### WHAT IS REQUIRED
Retype every line from the start of the entries below down to the line with "margin:0; padding:0; list-style:none", both ends included; skip the pictures.

### MATERIAL TO PROCESS
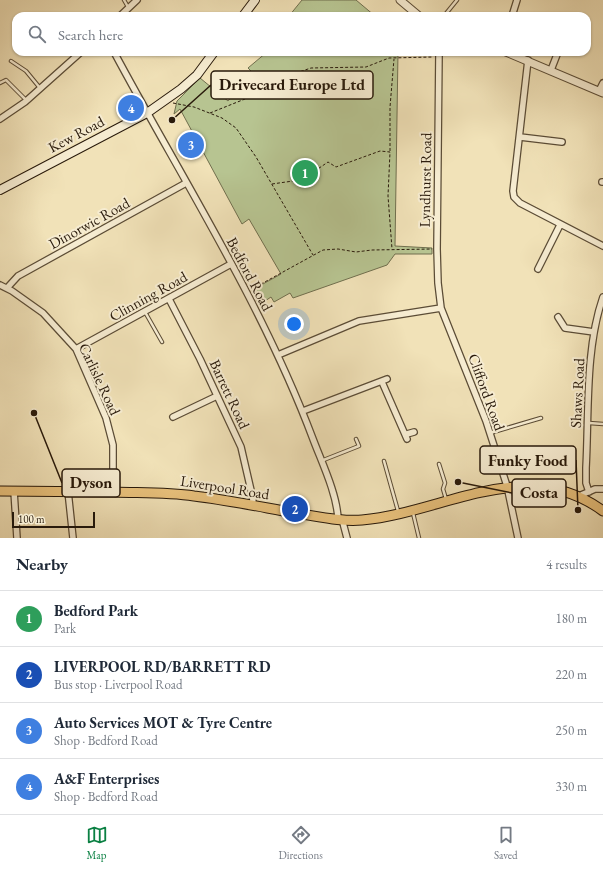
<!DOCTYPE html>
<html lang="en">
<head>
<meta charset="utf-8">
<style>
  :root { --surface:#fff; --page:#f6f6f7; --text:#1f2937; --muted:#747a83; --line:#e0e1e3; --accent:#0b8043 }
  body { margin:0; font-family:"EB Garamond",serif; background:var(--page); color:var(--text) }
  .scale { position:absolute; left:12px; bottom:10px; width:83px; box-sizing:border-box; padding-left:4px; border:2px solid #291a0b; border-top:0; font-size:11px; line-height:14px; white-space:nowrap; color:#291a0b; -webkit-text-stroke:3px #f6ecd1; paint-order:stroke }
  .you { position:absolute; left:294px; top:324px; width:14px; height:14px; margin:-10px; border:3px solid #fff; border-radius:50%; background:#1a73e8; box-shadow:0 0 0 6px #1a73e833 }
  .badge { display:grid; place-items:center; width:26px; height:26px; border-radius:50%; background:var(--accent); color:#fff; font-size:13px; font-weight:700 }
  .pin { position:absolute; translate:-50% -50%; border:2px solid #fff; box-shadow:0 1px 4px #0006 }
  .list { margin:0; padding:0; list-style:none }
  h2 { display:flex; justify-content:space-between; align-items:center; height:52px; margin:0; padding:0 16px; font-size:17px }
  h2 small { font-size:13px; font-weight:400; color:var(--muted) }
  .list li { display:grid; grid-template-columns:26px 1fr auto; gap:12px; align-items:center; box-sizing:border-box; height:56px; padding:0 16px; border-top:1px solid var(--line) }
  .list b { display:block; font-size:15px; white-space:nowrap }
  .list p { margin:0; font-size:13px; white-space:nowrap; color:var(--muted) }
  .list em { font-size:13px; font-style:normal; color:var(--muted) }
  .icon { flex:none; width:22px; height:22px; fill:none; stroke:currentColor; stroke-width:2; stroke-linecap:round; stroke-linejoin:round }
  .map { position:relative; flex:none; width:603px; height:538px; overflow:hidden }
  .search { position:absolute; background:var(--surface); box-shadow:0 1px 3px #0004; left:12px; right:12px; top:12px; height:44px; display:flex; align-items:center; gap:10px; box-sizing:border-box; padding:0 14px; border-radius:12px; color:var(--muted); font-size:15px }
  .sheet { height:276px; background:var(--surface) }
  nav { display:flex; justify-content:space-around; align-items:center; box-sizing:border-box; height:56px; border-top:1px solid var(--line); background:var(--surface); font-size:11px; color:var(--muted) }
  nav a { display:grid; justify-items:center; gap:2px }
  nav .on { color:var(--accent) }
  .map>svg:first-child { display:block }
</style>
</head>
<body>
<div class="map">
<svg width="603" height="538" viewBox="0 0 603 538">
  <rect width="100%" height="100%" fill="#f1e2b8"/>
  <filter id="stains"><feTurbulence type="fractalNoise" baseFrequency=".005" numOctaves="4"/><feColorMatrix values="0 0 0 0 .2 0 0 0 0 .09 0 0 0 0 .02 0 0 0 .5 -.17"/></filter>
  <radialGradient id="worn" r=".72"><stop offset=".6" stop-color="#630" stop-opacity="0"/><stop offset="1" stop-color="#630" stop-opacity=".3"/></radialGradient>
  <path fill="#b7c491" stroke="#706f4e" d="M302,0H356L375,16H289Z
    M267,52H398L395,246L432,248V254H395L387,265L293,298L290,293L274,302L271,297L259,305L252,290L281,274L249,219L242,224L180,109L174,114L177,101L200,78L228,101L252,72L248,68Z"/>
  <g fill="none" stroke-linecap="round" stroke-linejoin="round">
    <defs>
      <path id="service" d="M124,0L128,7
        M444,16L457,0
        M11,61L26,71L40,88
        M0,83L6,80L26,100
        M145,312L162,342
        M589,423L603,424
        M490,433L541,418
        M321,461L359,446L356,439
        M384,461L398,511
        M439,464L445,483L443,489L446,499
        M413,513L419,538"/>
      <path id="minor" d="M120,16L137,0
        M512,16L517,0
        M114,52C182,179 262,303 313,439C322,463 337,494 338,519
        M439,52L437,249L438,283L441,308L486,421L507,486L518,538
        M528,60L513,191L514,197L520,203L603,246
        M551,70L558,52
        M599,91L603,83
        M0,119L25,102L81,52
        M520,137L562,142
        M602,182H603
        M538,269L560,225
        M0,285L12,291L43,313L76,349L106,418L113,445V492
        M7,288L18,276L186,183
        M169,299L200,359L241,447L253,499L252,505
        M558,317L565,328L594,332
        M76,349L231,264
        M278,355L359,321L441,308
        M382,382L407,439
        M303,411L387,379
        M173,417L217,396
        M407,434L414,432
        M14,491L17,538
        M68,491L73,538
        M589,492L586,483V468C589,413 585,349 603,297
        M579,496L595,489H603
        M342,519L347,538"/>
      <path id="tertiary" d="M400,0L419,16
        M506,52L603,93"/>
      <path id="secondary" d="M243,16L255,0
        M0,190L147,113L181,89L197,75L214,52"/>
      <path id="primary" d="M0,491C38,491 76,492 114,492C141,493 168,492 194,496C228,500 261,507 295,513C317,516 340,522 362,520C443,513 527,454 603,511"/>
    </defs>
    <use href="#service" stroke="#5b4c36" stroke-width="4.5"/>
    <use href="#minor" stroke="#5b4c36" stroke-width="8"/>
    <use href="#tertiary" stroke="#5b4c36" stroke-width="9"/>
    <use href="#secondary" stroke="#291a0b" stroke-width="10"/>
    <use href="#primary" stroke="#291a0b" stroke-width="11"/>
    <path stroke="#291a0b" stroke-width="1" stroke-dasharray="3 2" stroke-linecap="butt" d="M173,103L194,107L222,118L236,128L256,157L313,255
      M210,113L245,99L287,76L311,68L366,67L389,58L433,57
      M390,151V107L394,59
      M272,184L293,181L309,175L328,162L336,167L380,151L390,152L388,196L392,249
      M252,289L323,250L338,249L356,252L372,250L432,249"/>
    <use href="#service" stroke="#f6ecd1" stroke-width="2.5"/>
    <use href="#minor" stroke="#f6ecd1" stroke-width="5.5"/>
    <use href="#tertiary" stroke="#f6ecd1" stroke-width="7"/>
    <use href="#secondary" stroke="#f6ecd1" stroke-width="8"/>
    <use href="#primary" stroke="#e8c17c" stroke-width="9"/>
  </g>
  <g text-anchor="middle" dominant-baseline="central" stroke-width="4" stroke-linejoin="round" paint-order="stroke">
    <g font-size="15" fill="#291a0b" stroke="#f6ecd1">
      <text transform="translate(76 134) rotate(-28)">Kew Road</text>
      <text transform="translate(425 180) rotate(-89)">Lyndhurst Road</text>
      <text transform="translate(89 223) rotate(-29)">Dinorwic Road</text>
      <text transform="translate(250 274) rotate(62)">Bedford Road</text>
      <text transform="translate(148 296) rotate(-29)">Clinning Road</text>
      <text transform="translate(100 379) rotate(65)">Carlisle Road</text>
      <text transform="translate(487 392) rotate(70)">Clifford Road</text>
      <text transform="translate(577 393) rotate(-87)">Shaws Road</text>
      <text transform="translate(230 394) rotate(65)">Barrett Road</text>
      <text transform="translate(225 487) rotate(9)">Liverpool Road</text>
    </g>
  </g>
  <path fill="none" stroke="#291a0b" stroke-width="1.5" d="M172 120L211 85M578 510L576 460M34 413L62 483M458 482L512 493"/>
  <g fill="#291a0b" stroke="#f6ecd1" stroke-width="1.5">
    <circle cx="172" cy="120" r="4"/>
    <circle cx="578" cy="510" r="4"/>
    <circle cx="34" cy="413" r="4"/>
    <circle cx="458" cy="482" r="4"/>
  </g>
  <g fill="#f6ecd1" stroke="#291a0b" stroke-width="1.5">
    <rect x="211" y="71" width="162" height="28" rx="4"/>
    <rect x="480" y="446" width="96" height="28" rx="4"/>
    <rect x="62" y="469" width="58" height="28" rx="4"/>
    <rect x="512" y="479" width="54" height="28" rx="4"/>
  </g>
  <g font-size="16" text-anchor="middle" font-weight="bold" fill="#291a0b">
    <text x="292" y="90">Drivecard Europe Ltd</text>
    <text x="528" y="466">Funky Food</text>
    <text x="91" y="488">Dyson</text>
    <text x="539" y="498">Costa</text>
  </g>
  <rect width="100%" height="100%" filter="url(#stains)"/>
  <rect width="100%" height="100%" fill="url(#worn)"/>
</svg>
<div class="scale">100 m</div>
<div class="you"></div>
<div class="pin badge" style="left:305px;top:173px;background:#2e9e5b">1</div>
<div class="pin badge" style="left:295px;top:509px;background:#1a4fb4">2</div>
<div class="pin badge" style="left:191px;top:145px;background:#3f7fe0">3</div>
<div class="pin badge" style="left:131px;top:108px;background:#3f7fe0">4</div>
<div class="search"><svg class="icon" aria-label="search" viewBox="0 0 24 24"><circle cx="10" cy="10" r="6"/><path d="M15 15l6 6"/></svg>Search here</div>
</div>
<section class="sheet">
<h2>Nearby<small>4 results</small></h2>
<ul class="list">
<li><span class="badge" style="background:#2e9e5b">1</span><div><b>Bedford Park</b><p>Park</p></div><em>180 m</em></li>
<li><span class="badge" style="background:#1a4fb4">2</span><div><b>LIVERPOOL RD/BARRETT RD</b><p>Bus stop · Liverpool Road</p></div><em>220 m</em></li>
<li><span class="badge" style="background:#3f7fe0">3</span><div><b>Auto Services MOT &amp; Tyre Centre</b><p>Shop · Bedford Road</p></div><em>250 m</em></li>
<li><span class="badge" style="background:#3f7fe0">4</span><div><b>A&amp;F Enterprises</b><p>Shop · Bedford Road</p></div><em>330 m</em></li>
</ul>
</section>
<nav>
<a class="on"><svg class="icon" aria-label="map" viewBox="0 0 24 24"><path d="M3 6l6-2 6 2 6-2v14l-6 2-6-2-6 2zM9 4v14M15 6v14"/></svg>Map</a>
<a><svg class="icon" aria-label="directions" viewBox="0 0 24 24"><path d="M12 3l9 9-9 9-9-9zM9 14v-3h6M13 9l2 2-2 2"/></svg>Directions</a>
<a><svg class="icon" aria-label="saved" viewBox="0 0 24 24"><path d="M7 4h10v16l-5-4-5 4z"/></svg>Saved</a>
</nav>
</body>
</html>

### ANSWER BOX
<!DOCTYPE html>
<html lang="en">
<head>
<meta charset="utf-8">
<style>
  :root { --surface:#fff; --page:#f6f6f7; --text:#1f2937; --muted:#747a83; --line:#e0e1e3; --accent:#0b8043 }
  body { margin:0; font-family:"EB Garamond",serif; background:var(--page); color:var(--text) }
  .scale { position:absolute; left:12px; bottom:10px; width:83px; box-sizing:border-box; padding-left:4px; border:2px solid #291a0b; border-top:0; font-size:11px; line-height:14px; white-space:nowrap; color:#291a0b; -webkit-text-stroke:3px #f6ecd1; paint-order:stroke }
  .you { position:absolute; left:294px; top:324px; width:14px; height:14px; margin:-10px; border:3px solid #fff; border-radius:50%; background:#1a73e8; box-shadow:0 0 0 6px #1a73e833 }
  .badge { display:grid; place-items:center; width:26px; height:26px; border-radius:50%; background:var(--accent); color:#fff; font-size:13px; font-weight:700 }
  .pin { position:absolute; translate:-50% -50%; border:2px solid #fff; box-shadow:0 1px 4px #0006 }
  .list { margin:0; padding:0; list-style:none }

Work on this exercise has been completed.